= John Bate (tailor) =

John Bate was a specialist textile worker who made farthingales for Elizabeth I.

== Career==
Elizabeth's tailor Walter Fyshe made some of Queen Elizabeth's farthingales. A farthingale is a support designed to increase the volume of a skirt. He used hoops made of "bent", a rope made from a kind of grass or reed, covered with buckram. John Bate was first mentioned as a maker of farthingales for Queen Elizabeth in 1567. A royal wardrobe warrant describes him as a "verthingale maker". He also made the foreparts of skirts which were visible. He repaired or augmented older garments, and supplied a hamper suitable for carrying two farthingales.

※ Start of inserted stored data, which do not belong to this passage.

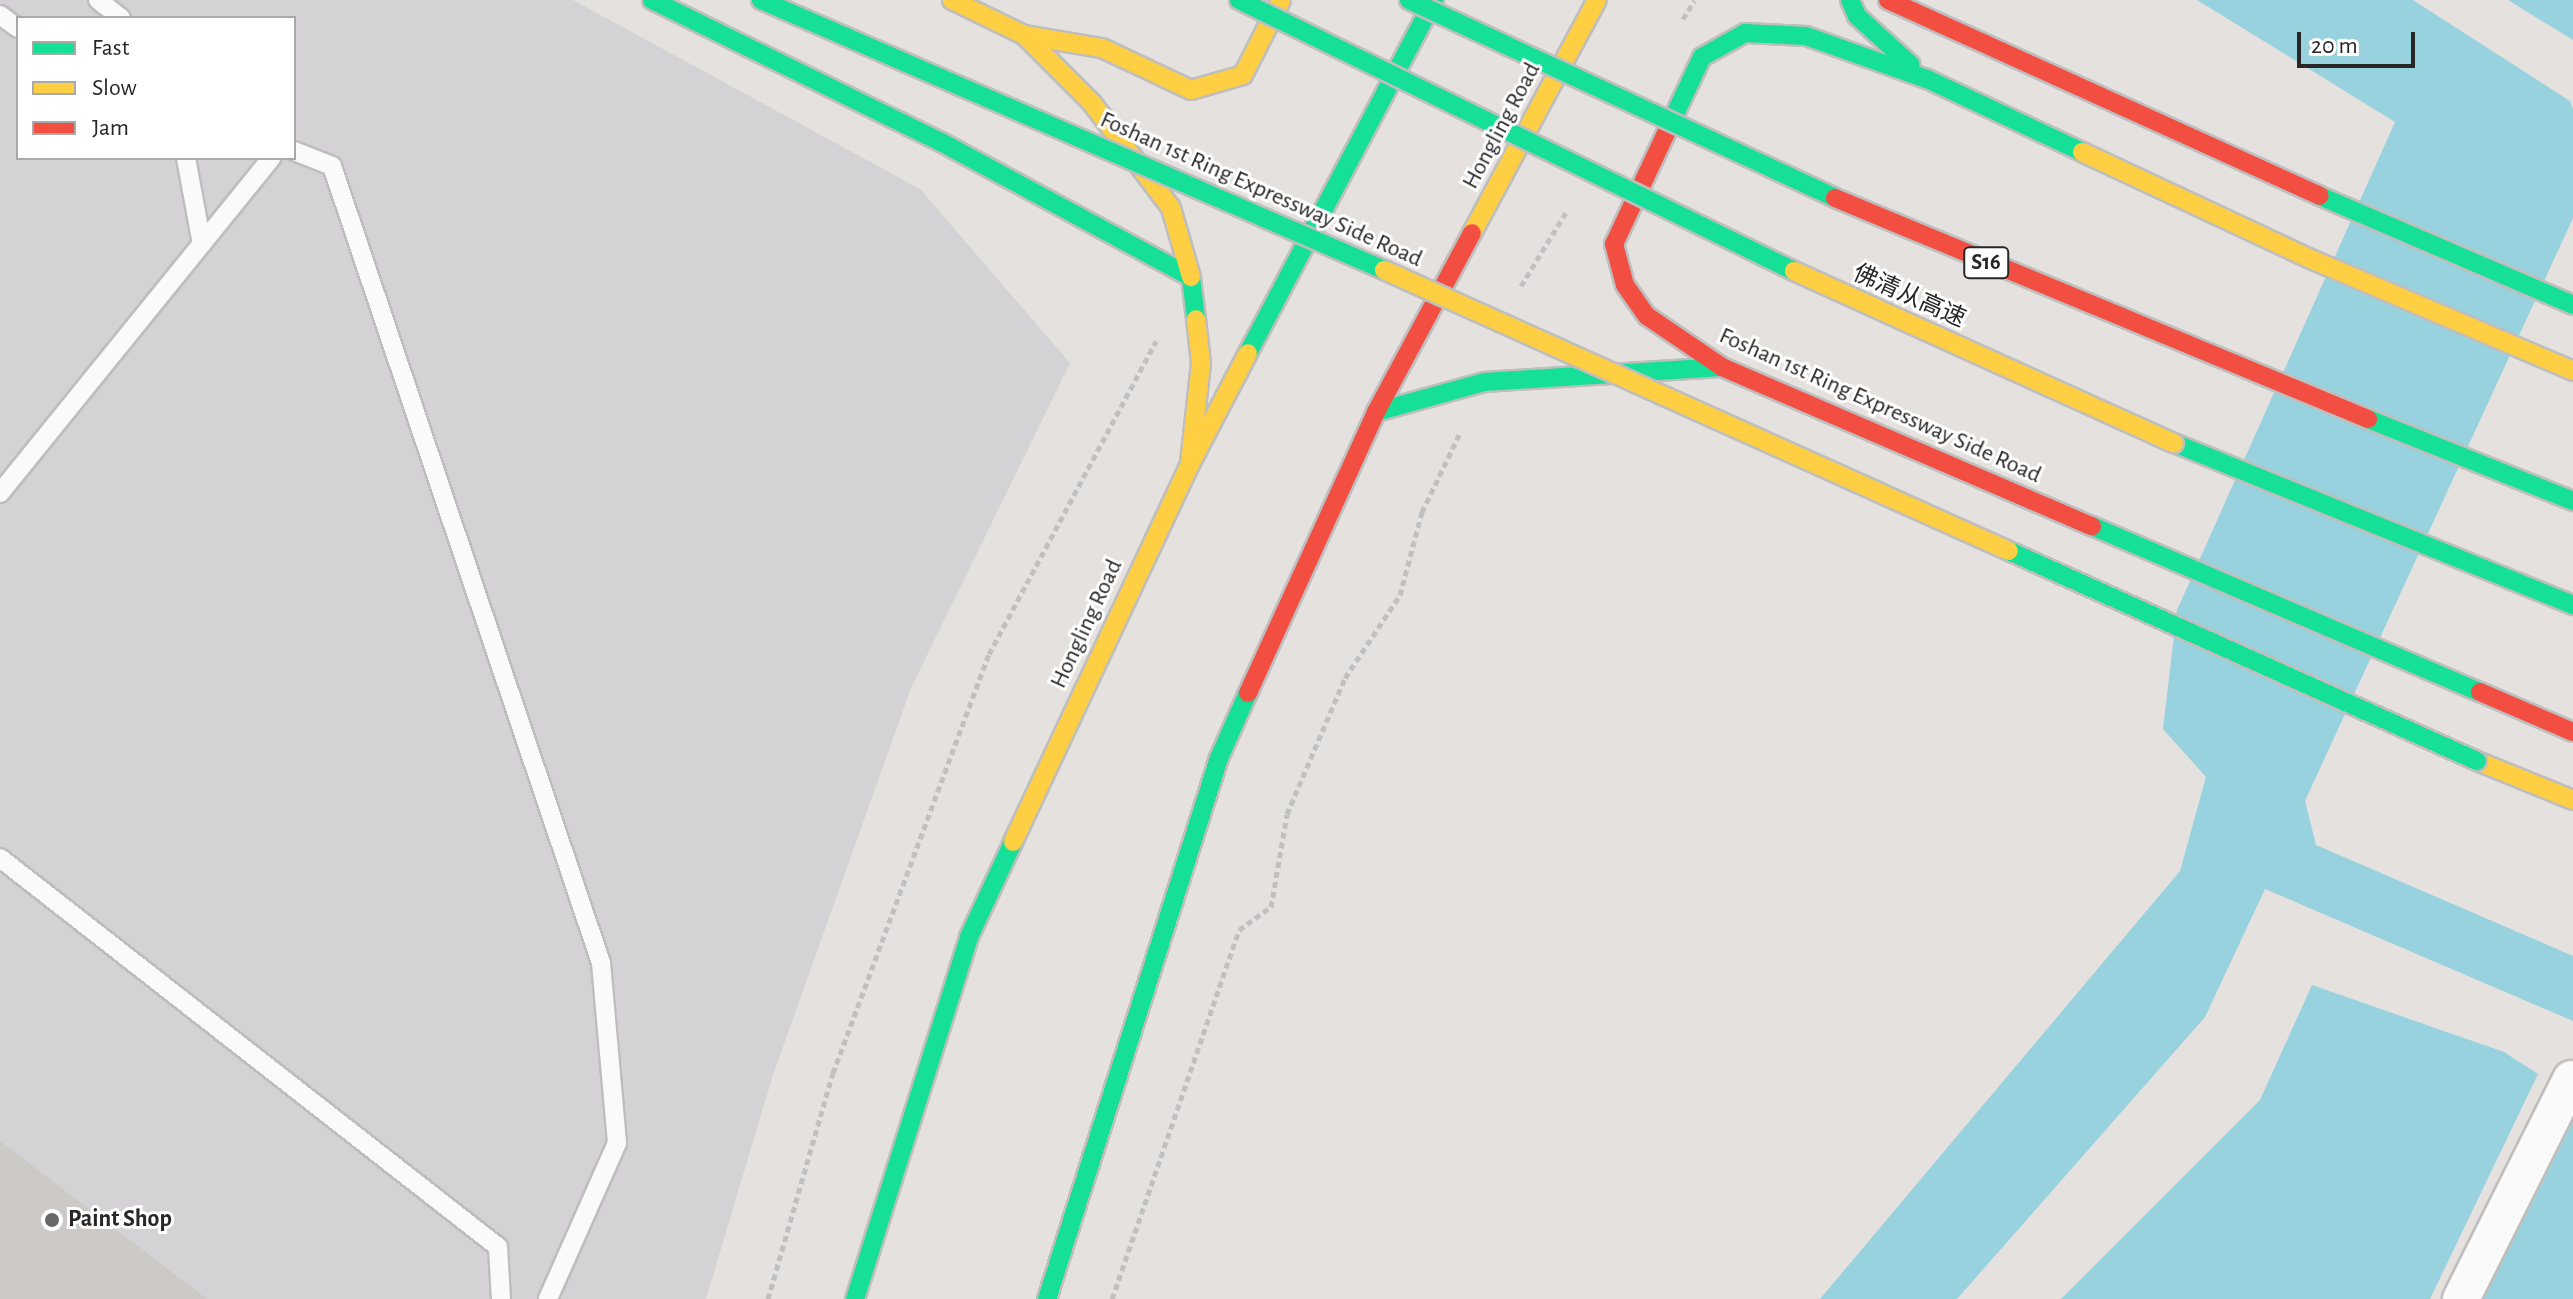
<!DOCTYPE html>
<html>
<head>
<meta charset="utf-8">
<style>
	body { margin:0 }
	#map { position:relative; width:2573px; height:1299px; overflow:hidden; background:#e4e1de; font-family:"Alegreya Sans","Noto Sans SC",sans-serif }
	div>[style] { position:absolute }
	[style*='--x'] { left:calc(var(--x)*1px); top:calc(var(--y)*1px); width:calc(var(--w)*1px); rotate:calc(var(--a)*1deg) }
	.industrial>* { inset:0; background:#d5d2d5 }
	.water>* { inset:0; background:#98d2df }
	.building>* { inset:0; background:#ccc9c7 }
	.path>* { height:5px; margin-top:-2.5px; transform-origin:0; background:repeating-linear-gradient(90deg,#c1c0c0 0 6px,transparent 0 10px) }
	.roads { filter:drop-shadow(2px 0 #bfbebe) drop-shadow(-2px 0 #bfbebe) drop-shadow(0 2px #bfbebe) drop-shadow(0 -2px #bfbebe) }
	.lane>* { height:18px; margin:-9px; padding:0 9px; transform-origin:9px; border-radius:9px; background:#fbfafa }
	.street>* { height:36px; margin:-18px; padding:0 18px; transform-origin:18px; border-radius:18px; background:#fbfafa }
	.fast>* { height:18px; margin:-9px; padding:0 9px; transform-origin:9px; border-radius:9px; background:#16e098 }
	.slow>* { height:18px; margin:-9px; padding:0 9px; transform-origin:9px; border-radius:9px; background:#ffcf43 }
	.jam>* { height:18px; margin:-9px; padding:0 9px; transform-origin:9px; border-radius:9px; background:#f24e42 }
	.bridges { filter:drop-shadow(2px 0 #bfbebe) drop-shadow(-2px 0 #bfbebe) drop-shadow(0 2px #bfbebe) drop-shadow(0 -2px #bfbebe) }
	.fast-bridge>* { height:18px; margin:-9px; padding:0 9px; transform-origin:9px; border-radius:9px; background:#16e098 }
	.slow-bridge>* { height:18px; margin:-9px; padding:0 9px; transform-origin:9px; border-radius:9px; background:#ffcf43 }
	.jam-bridge>* { height:18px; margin:-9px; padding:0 9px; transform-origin:9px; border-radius:9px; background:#f24e42 }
	.dots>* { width:22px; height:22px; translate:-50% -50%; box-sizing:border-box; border:4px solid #fff; border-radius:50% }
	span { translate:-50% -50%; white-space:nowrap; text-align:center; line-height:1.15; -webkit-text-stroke:6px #fff; paint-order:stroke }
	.shield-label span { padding:2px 6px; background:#fff; border:2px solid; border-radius:6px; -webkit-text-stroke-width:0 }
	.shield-label { font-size:22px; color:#272727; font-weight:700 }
	.street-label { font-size:24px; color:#272727 }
	.poi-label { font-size:24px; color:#272727; font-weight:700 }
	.left { translate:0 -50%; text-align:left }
	.legend { position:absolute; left:16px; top:16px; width:280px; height:144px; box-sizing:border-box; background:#fff; border:2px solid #a9a9a9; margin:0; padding:10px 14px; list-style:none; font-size:24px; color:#272727 }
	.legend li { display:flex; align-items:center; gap:16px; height:40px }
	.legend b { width:40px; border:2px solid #a9a9a9 }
	.scale { position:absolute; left:2297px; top:32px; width:118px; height:36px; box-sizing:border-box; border:4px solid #272727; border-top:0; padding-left:10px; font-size:24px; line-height:28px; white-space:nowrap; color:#272727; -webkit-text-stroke:6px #fff; paint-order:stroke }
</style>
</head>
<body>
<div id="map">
	<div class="industrial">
		<i style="clip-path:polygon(evenodd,0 0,573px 0,920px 189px,1070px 363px,911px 688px,773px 1075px,706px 1299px,0 1299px,0 0,18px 18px,294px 18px,294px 158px,18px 158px,18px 18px)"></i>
	</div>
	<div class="water">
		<i style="clip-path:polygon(2197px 0,2413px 0,2570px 101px,2573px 109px,2573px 218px,2305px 801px,2316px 845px,2573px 956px,2573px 1021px,2265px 889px,2205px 1017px,1957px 1299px,1820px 1299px,2180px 871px,2206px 777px,2163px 729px,2177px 610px,2395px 122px)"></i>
		<i style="clip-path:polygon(2508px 0,2573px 0,2573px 40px)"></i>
		<i style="clip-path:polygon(2312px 985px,2504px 1052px,2538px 1074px,2430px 1299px,2061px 1299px,2260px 1100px)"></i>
		<i style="clip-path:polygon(2573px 1115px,2573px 1299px,2480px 1299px)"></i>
	</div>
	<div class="building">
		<i style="clip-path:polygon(0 1141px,207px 1299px,0 1299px)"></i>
	</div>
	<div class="path">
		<i style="--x:1683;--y:19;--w:22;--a:-58"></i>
		<i style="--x:1521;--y:286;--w:90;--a:-58.6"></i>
		<i style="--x:768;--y:1299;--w:235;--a:-74"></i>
		<i style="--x:833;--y:1073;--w:447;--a:-69.6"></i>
		<i style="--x:989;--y:654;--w:355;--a:-61.9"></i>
		<i style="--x:1112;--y:1299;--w:390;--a:-71"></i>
		<i style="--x:1239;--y:930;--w:39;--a:-36"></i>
		<i style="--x:1271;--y:907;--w:94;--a:-80.2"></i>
		<i style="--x:1287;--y:814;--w:148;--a:-66.9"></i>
		<i style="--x:1345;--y:678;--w:100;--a:-56.5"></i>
		<i style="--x:1400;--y:595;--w:86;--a:-75.2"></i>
		<i style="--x:1422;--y:512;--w:90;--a:-64.3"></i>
	</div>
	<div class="roads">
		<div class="lane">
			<i style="--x:98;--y:0;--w:29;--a:38"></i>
			<i style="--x:0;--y:15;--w:22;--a:36"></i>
			<i style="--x:294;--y:151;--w:41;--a:21.5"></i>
			<i style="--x:332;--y:166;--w:841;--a:71.35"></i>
			<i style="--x:601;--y:963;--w:181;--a:84.9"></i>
			<i style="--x:617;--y:1143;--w:171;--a:113.9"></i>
			<i style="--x:186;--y:158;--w:87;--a:79.5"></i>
			<i style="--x:0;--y:493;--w:431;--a:-51"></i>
			<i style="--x:0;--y:858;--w:632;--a:37.99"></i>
			<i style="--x:498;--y:1247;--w:52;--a:86.7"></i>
		</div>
		<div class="street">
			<i style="--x:2461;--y:1299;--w:246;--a:-63.4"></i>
		</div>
		<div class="fast">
			<i style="--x:652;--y:0;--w:322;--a:26.2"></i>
			<i style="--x:941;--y:142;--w:284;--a:28.4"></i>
			<i style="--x:1191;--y:277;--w:42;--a:83.2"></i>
			<i style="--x:1850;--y:0;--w:17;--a:66"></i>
			<i style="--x:1857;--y:16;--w:72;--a:42.2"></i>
			<i style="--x:1667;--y:131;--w:82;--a:-64.7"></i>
			<i style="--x:1702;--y:57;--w:49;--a:-29.2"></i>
			<i style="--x:1745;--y:33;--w:61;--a:2.8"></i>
			<i style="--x:1806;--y:36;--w:128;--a:19.6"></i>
			<i style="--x:1927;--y:79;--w:171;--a:25.2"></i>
			<i style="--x:2320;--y:196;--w:275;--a:23.3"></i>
			<i style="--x:1248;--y:353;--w:399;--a:-62.2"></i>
			<i style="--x:1376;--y:412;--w:112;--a:-15.5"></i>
			<i style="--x:1484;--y:382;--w:238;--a:-3.6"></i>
			<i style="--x:2174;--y:443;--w:431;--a:22.1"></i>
			<i style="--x:2092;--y:526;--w:422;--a:23.2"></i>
			<i style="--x:855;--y:1299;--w:380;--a:-72.5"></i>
			<i style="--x:969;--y:937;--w:105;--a:-65.1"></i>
			<i style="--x:1047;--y:1299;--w:568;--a:-72.36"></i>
			<i style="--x:1219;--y:758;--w:71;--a:-66"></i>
		</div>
		<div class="slow">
			<i style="--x:952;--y:0;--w:80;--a:25.9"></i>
			<i style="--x:1024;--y:35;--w:79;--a:9.5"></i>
			<i style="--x:1102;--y:48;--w:98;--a:25.3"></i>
			<i style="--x:1191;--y:90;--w:54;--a:-16.1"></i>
			<i style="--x:1243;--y:75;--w:84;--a:-63.1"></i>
			<i style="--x:1024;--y:35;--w:96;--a:45"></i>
			<i style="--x:1092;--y:103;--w:131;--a:53"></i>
			<i style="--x:1171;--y:208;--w:72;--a:73.8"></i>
			<i style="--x:2082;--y:152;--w:255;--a:25.1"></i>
			<i style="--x:2313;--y:260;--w:283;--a:23.1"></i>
			<i style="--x:1472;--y:233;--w:264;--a:-61.8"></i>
			<i style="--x:1190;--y:463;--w:101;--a:-83.7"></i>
			<i style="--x:1201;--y:363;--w:44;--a:-96.5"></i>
			<i style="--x:2477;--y:761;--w:104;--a:22.1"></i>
			<i style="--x:1013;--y:842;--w:417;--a:-64.9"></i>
			<i style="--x:1190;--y:464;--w:125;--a:-62.4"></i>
		</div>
		<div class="jam">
			<i style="--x:1888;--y:0;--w:474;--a:24.4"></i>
			<i style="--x:1667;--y:131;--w:125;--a:115.1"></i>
			<i style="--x:1614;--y:244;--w:42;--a:75"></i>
			<i style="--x:1625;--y:285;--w:38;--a:55"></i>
			<i style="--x:1647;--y:316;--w:91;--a:34.2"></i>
			<i style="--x:1722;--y:367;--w:403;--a:23.3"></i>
			<i style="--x:2480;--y:692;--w:101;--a:23.3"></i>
			<i style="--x:1248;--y:693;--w:309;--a:-65.5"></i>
			<i style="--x:1376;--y:412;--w:203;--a:-61.8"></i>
		</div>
	</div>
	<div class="bridges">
		<div class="fast-bridge">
			<i style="--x:761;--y:0;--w:679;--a:23.43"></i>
			<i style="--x:1239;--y:0;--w:618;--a:26.03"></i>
			<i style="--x:1409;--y:0;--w:470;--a:24.9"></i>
			<i style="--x:2368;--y:419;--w:221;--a:21.8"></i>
			<i style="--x:2009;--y:551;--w:513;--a:24.17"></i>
		</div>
		<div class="slow-bridge">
			<i style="--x:1384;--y:270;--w:685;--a:24.21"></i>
			<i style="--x:1794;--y:271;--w:417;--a:24.4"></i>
		</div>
		<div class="jam-bridge">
			<i style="--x:1835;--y:198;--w:577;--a:22.52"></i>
		</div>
	</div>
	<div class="dots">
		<i style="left:52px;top:1220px;background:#696867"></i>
	</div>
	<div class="shield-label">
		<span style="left:1986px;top:263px">S16</span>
	</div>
	<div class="street-label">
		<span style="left:1502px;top:126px;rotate:-62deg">Hongling Road</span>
		<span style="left:1261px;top:190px;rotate:24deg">Foshan 1st Ring Expressway Side Road</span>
		<span style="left:1909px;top:297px;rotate:24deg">佛清从高速</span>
		<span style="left:1880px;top:406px;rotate:24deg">Foshan 1st Ring Expressway Side Road</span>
		<span style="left:1087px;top:624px;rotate:-65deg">Hongling Road</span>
	</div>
	<div class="poi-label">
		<span class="left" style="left:68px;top:1220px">Paint Shop</span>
	</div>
	<ul class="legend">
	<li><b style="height:10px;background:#16e098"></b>Fast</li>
	<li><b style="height:10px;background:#ffcf43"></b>Slow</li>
	<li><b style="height:10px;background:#f24e42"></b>Jam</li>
	</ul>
	<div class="scale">20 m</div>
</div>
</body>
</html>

== Robert Sibthorpe and Robert Hughes ==
Bate was recorded making farthingales for Elizabeth in 1570, and subsequently the work was given to Robert Sibthorpe. Sibthorpe's work, like Bate's, included remodelling old garments. In 1571 he was paid for "unrippinge and newe making of a Vertingale" and then for "two several tymes translatinge" the same farthingale.

Robert Hughes may have worked with Sibthorpe, and in 1593 when he was made a free man of the Drapers' Company was described as the "Queens Vardingsall maker". After the Union of the Crowns in 1603, Hughes made farthingales for Anne of Denmark, queen consort of James VI and I.